Als München gegründet wurde, war das Areal der merkantile Mittelpunkt der Stadt und blieb es über viele Jahrhunderte. Hier liefen die mittelalterlichen Handelswege zusammen, die Salzhandelsstraße von Salzburg nach Augsburg sowie die Süd-Nord-Route, die vom Alpenvorland nach Nürnberg führte. Einen Namen hatte das Geviert anfangs nicht, man sprach einfach nur vom "Markt" oder vom "Platz". Jeder wusste was gemeint war: der Ort, an dem die Kaufleute und Bauern ihre Waren anboten. Der Platz war aber auch eine Bühne herrschaftlicher Inszenierungen: Die Kaiser Sigismund, Friedrich III. und Maximilian zogen hier ein, und bei der im Rathausglockenspiel verewigten Hochzeit des späteren Herzogs Wilhelm V. mit Renata von Lothringen fand 1568 auf dem Marktplatz ein großes Ritterturnier statt.

Weitaus gruseliger ist ein anderer Aspekt seiner Vergangenheit. Der Platz war auch Hinrichtungsstätte: Hier wurde der betrügerische "Goldmacher" Bragadino, der dem Herzog eine Menge Geld abspenstig gemacht hatte, geköpft, und auch einige Anführer des Aufstands von 1705 (Sendlinger Mordweihnacht) starben durch die Hand des Scharfrichters.
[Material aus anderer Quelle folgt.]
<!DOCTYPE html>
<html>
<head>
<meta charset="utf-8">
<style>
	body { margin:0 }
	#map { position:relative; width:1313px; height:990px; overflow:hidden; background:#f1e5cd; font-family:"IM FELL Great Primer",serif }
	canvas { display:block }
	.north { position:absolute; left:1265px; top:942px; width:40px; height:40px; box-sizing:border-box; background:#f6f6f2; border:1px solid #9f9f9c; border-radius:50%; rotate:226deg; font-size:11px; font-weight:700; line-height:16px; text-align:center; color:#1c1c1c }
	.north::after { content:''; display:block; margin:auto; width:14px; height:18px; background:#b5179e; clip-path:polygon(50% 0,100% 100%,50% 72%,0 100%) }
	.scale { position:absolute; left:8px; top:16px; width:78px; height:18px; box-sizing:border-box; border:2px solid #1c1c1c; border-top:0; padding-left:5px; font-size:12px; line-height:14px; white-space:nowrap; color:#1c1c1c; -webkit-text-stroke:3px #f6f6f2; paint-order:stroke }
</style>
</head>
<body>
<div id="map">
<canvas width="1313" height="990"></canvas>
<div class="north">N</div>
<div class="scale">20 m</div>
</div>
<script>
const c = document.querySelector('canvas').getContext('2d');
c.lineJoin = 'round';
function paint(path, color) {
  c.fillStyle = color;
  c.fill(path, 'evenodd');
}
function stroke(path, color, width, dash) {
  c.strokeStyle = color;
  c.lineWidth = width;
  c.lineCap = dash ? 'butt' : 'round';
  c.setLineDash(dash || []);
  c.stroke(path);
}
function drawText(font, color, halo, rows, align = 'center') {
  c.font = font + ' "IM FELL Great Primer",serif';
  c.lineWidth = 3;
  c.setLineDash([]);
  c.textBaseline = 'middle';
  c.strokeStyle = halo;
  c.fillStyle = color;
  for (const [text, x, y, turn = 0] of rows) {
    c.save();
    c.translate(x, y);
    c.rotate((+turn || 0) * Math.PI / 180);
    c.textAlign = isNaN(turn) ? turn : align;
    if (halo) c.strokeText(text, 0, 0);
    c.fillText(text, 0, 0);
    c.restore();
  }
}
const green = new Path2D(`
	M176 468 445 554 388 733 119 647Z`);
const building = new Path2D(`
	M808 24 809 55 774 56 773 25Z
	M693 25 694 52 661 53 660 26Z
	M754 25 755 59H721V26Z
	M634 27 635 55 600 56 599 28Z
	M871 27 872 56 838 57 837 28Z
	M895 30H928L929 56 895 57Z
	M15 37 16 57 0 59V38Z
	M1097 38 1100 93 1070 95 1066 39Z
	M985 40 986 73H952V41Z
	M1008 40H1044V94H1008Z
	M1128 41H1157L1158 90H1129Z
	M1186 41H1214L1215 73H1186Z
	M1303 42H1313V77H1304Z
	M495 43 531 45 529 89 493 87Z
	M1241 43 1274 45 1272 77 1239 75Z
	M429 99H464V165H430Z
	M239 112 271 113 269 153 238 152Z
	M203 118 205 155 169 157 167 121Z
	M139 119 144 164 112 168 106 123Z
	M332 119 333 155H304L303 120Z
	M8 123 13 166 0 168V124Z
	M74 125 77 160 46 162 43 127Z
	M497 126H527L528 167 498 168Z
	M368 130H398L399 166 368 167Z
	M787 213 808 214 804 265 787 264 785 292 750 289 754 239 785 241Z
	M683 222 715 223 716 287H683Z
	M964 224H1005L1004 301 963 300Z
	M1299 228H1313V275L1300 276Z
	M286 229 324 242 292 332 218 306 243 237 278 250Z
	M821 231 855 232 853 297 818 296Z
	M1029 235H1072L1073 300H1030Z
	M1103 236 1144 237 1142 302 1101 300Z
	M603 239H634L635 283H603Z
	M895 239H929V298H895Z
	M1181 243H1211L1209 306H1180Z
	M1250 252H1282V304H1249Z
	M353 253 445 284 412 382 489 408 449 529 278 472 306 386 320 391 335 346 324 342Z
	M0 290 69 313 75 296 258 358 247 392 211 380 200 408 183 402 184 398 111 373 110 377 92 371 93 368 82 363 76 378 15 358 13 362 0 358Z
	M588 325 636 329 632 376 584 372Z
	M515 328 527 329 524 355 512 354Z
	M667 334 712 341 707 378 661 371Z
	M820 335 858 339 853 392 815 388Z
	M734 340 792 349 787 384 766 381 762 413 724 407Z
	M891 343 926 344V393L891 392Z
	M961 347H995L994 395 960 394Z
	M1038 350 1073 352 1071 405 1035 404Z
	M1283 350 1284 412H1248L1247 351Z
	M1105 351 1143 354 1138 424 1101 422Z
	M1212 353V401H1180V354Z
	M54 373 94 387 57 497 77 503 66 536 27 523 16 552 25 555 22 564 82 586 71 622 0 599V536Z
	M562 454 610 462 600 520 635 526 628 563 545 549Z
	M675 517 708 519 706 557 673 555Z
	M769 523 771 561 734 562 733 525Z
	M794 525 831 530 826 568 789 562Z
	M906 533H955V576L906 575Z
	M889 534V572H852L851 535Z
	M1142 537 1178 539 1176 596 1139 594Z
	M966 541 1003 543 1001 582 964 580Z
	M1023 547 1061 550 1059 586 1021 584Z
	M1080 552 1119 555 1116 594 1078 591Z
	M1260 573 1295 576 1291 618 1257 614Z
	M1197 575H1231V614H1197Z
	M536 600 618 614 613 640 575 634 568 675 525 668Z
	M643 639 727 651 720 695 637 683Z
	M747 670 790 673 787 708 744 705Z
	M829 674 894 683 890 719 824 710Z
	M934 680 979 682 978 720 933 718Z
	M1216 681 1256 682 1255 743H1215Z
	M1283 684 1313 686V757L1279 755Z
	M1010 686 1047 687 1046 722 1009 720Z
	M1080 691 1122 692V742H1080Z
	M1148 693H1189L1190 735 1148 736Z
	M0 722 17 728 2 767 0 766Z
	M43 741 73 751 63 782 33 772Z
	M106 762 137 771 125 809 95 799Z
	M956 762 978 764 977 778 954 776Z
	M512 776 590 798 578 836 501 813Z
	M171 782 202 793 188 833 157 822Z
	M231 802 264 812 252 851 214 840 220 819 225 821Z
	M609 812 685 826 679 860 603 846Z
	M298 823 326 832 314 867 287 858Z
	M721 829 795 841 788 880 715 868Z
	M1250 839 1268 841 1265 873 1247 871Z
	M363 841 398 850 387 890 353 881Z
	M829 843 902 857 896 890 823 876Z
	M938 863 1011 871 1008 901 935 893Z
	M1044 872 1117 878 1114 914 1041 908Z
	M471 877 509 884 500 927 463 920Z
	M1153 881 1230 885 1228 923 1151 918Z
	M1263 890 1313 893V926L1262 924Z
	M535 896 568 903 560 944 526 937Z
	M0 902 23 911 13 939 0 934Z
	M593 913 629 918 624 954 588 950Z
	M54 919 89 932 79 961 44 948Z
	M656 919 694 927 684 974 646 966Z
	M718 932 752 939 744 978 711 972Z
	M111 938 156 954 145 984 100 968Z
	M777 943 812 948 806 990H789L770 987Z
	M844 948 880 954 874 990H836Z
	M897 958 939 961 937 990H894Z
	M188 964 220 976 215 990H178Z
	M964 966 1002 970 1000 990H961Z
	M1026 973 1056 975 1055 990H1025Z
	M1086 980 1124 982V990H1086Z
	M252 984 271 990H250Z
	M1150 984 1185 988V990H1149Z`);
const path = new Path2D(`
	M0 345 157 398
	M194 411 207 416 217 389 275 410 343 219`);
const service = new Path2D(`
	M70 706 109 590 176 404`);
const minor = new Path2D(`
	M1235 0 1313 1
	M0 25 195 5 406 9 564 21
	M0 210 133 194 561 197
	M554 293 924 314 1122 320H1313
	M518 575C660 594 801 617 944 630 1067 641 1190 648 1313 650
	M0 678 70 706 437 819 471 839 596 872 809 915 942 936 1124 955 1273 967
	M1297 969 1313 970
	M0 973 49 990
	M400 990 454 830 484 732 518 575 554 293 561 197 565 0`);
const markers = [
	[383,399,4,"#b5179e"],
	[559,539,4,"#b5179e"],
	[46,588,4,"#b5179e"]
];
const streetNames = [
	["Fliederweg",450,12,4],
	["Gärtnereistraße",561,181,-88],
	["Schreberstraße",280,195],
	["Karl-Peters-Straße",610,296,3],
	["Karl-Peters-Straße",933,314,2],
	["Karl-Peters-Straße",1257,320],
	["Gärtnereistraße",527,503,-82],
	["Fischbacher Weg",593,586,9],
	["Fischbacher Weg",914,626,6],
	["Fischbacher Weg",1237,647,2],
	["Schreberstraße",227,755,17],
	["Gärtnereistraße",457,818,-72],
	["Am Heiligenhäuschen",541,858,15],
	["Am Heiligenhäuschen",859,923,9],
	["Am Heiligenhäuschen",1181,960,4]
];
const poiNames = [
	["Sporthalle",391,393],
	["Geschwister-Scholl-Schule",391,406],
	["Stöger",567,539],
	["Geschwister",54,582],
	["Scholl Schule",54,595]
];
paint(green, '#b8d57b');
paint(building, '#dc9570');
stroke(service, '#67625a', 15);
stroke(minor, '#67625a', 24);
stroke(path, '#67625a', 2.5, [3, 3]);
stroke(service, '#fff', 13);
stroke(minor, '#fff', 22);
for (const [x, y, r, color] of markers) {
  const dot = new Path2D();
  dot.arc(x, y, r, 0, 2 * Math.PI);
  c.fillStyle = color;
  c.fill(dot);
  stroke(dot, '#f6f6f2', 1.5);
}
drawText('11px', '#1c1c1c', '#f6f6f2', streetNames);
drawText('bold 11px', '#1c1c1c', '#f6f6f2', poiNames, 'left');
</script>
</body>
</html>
Eine Mariensäule als Affront

Während des Dreißigjährigen Krieges, im Jahr 1638, ließ Kurfürst Maximilian I. als Dank für die Errettung des Landes und des Fürstenhauses vor den protestantischen Truppen mitten auf dem Areal eine Mariensäule errichten. Das war insofern ein Affront, weil allein die Stadt München durch ein königliches Privileg aus dem Jahr 1315 berechtigt war, auf dem Platz zu bauen. Der Kurfürst setzte sich darüber hinweg, nicht zuletzt, um der Bürgerschaft unmissverständlich zu demonstrieren, wer in der Stadt das Sagen hat.

Bis ins frühe 19. Jahrhundert fungierte der Platz gewissermaßen als Bauch der Stadt. Die Bauern boten hier Feldfrüchte, Obst, Milch, Käse, Eier und allerlei Getier feil, auch fremdländische Produkte wechselten den Besitzer. Die für die Ernährung wichtigste Ware aber war das Getreide, das nachweislich bereits im 13. Jahrhundert auf dem Karree verkauft worden war. Mit der Zeit bürgerte sich der Name "Schrannenplatz" ein, der nichts anderes war als die früher in Süddeutschland gängige Bezeichnung für einen Getreidemarkt. Erst im Oktober 1854 taufte die Stadt den Schrannenplatz in Marienplatz um, zu Ehren der Heiligen Jungfrau, der man das Ende einer Cholera-Epidemie gutschrieb.